Any specific comments that you think are not related to the steady state are also more than welcome.
The error message that appears is as follows:
Error using print_info (line 74)
Impossible to find the steady state.
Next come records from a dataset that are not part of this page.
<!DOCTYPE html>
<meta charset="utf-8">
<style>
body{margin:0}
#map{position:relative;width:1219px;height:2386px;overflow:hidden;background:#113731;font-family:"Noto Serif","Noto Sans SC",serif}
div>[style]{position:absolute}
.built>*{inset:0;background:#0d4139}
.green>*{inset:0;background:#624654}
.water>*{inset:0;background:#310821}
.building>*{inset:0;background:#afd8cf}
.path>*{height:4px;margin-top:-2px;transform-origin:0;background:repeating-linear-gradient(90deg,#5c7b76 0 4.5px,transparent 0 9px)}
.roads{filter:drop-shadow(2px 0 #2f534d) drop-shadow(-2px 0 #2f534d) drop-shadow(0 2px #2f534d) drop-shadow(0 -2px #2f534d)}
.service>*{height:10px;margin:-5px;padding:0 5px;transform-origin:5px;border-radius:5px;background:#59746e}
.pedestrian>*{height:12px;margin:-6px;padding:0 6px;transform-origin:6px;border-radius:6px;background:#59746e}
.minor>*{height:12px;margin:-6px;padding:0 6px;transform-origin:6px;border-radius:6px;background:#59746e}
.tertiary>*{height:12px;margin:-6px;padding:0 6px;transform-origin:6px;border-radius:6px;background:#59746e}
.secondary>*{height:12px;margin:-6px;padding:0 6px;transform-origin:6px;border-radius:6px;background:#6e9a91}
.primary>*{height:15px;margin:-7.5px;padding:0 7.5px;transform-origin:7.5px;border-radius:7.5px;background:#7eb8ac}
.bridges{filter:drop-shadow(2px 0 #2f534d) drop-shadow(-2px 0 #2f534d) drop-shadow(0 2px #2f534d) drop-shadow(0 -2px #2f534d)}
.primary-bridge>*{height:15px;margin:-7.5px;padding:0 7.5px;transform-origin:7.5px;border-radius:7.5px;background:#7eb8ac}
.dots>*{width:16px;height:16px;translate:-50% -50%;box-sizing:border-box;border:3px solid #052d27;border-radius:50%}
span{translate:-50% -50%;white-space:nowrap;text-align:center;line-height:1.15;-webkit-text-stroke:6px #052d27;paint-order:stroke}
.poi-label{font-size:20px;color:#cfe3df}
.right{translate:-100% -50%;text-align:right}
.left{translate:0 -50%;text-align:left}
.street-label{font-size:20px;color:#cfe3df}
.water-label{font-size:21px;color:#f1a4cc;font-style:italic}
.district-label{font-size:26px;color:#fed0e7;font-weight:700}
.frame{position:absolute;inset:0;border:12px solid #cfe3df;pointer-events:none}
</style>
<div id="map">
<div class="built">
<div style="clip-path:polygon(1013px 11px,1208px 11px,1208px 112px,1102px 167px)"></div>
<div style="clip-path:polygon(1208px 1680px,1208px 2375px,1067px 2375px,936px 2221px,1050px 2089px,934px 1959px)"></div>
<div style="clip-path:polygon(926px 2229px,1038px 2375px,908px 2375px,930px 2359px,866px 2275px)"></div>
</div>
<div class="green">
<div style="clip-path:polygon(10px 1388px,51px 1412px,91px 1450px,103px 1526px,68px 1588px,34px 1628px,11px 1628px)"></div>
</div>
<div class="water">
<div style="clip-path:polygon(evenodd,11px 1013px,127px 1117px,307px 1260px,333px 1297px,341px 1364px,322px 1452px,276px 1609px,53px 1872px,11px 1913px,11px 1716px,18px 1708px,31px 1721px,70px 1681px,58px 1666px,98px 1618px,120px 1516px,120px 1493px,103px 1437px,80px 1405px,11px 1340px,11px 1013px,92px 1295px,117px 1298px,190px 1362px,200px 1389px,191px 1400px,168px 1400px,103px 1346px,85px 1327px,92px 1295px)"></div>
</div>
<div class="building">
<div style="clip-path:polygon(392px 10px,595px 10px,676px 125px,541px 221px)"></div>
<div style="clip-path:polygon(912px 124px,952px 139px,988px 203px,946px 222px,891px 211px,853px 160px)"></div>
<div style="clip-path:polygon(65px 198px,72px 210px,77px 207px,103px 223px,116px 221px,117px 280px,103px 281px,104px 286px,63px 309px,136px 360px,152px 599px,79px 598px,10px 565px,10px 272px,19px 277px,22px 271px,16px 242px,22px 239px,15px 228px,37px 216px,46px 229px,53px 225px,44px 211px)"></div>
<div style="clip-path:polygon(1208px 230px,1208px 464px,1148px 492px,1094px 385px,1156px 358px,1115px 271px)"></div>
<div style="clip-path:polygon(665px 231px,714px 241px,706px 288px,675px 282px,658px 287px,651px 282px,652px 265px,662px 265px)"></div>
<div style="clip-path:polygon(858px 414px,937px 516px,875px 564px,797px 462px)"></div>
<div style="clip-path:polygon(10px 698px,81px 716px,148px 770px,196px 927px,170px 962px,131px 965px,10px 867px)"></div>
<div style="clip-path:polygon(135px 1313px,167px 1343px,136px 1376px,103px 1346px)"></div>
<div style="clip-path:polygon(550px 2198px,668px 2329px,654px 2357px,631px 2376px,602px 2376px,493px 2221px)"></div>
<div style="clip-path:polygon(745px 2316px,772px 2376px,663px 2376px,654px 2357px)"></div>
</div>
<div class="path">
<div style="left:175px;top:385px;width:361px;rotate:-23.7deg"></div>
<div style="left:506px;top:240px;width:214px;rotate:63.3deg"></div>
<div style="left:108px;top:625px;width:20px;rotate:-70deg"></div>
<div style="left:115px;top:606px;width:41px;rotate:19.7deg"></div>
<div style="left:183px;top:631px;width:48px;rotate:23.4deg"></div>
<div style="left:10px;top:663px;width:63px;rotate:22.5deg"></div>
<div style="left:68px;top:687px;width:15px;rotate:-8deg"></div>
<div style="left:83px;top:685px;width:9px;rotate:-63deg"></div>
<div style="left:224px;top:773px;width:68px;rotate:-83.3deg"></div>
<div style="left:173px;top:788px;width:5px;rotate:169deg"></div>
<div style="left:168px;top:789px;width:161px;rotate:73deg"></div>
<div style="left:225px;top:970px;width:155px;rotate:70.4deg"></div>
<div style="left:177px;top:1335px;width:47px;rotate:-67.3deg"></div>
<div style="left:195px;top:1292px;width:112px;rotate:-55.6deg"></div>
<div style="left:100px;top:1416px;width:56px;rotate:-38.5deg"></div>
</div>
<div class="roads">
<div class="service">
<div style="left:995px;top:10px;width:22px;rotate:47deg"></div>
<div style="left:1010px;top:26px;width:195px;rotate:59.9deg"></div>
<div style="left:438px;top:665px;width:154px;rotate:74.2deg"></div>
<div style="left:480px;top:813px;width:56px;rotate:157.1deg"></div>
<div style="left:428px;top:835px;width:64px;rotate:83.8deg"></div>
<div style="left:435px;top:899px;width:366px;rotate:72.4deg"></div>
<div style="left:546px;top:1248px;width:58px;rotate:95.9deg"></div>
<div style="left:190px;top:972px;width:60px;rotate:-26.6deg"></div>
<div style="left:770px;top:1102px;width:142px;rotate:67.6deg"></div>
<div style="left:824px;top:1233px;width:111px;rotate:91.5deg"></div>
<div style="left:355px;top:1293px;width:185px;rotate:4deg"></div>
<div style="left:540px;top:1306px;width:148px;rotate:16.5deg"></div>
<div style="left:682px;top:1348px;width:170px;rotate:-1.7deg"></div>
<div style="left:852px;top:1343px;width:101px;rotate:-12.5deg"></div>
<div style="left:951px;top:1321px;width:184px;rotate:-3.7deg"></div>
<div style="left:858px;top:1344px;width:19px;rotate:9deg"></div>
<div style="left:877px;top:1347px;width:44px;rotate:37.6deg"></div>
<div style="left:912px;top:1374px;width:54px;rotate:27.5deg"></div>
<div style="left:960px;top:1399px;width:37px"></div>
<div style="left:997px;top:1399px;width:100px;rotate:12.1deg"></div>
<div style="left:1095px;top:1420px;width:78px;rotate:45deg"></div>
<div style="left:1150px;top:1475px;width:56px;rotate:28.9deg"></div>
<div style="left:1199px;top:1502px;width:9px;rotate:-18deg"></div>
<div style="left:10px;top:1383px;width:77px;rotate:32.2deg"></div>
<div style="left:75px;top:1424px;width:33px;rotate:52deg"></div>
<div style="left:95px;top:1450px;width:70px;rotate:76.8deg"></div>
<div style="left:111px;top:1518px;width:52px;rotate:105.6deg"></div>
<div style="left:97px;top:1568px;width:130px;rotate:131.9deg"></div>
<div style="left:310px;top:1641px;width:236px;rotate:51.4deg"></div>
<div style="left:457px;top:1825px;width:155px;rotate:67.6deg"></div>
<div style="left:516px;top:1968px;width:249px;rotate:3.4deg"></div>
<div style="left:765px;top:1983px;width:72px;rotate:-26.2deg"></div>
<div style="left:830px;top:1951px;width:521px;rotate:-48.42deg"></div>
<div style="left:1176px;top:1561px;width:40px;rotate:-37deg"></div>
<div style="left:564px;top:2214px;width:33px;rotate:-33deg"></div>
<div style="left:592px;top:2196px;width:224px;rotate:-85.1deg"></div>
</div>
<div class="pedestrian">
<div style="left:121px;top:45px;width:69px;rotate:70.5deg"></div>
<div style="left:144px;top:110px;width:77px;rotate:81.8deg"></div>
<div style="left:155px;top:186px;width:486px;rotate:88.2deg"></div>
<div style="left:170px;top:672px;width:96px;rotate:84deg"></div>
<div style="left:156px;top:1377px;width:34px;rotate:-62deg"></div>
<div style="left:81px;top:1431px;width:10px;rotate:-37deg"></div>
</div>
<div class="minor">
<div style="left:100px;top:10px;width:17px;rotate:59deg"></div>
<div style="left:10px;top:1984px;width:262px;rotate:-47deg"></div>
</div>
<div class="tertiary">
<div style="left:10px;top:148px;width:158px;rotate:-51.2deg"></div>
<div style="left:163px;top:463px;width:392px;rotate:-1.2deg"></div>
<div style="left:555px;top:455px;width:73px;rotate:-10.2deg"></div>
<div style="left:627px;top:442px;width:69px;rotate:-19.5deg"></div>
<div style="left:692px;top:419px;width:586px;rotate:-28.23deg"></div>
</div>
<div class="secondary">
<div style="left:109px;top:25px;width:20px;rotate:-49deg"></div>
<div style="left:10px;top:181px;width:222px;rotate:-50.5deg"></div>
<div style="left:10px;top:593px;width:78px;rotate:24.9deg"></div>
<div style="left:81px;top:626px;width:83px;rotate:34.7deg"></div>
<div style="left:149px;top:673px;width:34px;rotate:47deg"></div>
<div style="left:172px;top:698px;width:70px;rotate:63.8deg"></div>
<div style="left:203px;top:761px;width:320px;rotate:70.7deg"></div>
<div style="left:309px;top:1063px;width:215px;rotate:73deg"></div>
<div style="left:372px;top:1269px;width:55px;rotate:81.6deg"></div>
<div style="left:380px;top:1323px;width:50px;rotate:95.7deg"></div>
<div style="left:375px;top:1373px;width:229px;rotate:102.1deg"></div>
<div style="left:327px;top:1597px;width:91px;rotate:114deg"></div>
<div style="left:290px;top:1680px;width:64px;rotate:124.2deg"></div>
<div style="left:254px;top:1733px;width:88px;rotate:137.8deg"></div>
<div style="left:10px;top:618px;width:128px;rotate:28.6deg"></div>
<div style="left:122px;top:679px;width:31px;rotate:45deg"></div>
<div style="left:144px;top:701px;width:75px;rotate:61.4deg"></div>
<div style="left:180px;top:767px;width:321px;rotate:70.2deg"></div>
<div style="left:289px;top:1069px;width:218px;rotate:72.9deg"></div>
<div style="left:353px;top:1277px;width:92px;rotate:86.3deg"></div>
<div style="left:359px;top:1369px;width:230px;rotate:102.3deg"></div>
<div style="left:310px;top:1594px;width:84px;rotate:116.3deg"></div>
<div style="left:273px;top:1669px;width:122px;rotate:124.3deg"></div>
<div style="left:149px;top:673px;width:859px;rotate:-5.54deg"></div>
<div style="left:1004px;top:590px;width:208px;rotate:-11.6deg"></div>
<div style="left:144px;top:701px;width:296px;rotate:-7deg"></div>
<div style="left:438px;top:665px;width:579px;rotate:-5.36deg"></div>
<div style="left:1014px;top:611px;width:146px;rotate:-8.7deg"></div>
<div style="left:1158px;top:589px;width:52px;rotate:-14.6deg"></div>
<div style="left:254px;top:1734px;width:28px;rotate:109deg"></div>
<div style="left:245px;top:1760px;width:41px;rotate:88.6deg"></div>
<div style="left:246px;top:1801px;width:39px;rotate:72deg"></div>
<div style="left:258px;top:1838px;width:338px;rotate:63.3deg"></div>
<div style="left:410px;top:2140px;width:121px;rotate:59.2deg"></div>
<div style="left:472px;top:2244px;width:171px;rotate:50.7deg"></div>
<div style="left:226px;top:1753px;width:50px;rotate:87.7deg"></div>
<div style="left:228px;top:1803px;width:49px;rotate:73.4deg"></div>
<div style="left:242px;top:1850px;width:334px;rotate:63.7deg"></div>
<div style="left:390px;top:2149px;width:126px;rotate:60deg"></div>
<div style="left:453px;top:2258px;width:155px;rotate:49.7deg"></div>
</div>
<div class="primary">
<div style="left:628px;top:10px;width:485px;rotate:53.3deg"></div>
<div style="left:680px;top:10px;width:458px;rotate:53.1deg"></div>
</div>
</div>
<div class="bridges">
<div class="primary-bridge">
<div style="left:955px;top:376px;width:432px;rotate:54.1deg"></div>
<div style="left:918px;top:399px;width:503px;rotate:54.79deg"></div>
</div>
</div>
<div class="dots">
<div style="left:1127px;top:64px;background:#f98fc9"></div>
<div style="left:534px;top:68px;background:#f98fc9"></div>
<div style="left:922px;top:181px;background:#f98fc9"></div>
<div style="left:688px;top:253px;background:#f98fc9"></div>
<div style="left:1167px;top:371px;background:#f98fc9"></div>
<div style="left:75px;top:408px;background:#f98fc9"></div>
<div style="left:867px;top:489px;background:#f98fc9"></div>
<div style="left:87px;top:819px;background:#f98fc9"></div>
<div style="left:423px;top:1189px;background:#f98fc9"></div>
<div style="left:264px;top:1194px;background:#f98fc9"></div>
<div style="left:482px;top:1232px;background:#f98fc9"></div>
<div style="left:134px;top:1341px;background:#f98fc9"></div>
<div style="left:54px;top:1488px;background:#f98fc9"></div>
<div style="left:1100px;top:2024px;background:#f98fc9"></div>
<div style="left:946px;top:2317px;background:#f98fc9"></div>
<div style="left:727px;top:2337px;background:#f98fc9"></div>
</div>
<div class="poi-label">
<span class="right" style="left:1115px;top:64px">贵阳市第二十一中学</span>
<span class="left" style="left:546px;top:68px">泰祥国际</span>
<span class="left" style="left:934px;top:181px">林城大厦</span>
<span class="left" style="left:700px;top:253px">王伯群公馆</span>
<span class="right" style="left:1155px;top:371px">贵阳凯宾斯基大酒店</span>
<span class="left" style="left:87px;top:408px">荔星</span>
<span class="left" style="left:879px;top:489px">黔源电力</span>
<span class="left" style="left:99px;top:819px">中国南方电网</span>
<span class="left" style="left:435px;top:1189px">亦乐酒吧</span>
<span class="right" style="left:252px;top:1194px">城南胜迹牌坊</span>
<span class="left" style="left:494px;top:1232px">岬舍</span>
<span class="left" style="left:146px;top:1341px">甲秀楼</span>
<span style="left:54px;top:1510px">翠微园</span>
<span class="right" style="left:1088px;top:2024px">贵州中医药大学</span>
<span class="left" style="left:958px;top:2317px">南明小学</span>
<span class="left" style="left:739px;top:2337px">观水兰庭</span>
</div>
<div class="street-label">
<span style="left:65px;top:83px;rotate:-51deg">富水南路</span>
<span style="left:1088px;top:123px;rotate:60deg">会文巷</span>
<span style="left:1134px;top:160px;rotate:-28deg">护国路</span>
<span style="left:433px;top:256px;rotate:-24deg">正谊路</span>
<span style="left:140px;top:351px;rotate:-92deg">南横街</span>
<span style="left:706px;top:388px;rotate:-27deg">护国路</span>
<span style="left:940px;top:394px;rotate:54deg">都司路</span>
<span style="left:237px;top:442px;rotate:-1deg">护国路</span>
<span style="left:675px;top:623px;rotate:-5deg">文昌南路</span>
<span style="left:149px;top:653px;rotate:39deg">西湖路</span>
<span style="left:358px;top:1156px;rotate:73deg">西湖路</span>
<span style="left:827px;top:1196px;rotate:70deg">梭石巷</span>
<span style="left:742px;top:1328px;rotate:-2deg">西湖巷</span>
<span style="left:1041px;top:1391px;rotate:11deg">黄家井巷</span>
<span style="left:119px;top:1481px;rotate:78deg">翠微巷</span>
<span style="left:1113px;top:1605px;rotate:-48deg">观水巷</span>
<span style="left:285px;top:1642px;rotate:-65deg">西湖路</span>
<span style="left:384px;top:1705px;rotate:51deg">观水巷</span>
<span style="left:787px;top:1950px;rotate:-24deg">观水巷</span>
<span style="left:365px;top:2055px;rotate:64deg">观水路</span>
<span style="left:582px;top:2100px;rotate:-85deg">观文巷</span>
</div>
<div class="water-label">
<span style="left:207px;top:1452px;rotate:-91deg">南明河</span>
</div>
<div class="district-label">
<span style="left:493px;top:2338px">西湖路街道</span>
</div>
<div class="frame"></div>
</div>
Either the model doesn't have a steady state, there are an infinity of
steady states, or the guess values are too far from the solution
Error in steady (line 92)
print_info(info,options_.noprint, options_);
Error in NL_ERPT_DSGE (line 371)
steady;
Error in dynare (line 180)
evalin('base',fname) ;
- Code: Select all
var
//DOMESTIC ECONOMY
Y
Y_H
C
C_H
C_F
W
N
M_F
CPI
PPI_H
ACL
ACL_N
ACL_LN
MC
X
PHI1
PHI2
THETA
PI_CPI
PI_PPI_H
i
A
//FOREIGN ECONOMY
Y_star
Y_F
C_star
C_H_star
C_F_star
W_star
N_star
M_H_star
CPI_star
PPI_F
ACL_star
ACL_N_star
ACL_LN_star
MC_star
X_star
PHI1_star
PHI2_star
THETA_star
PI_CPI_star
PI_PPI_F
i_star
A_star
//COMMON
S
Q;
//%%%%%%%%%%%%%%%%%%%%%%%%%%%%%%%%%%%%%%%%%%%%%%%%%%%%%%%%%%%%%%%%%%%%%%%%%%%%%%%%%%%%%%%%%%%%%%%%%
//DESCRIPTION OF ALL ENDOGENOUS VARIABLES
//%%%%%%%%%%%%%%%%%%%%%%%%%%%%%%%%%%%%%%%%%%%%%%%%%%%%%%%%%%%%%%%%%%%%%%%%%%%%%%%%%%%%%%%%%%%%%%%%%
//-------------------------------------------------------------------------------------------------
//Y DOMESTIC AGGREGATE INCOME
//Y_H DOMESTIC PRODUCTION
//C DOMESTIC AGGREGATE CONSUMPTION
//C_H DOMESTIC AGGREGATE CONSUMPTION OF DOMESTIC PRODUCE
//C_F DOMESTIC AGGREGATE CONSUMPTION OF FOREIGN PRODUCE
//W DOMESTIC NOMINAL WAGE
//N DOMESTIC LABOUR DEMAND
//M_F DOMESTIC DEMAND FOR IMPORTED INPUTS
//CPI DOMESTIC CONSUMER PRICE INDEX
//PPI_H DOMESTIC PRODUCER PRICE INDEX
//ACL DOMESTIC ADJUSTMENT COSTS OF LABOUR
//ACL_N DOMESTIC MARGINAL ADJUSTMENT COSTS OF LABOUR (CONTEMPORANEOUS)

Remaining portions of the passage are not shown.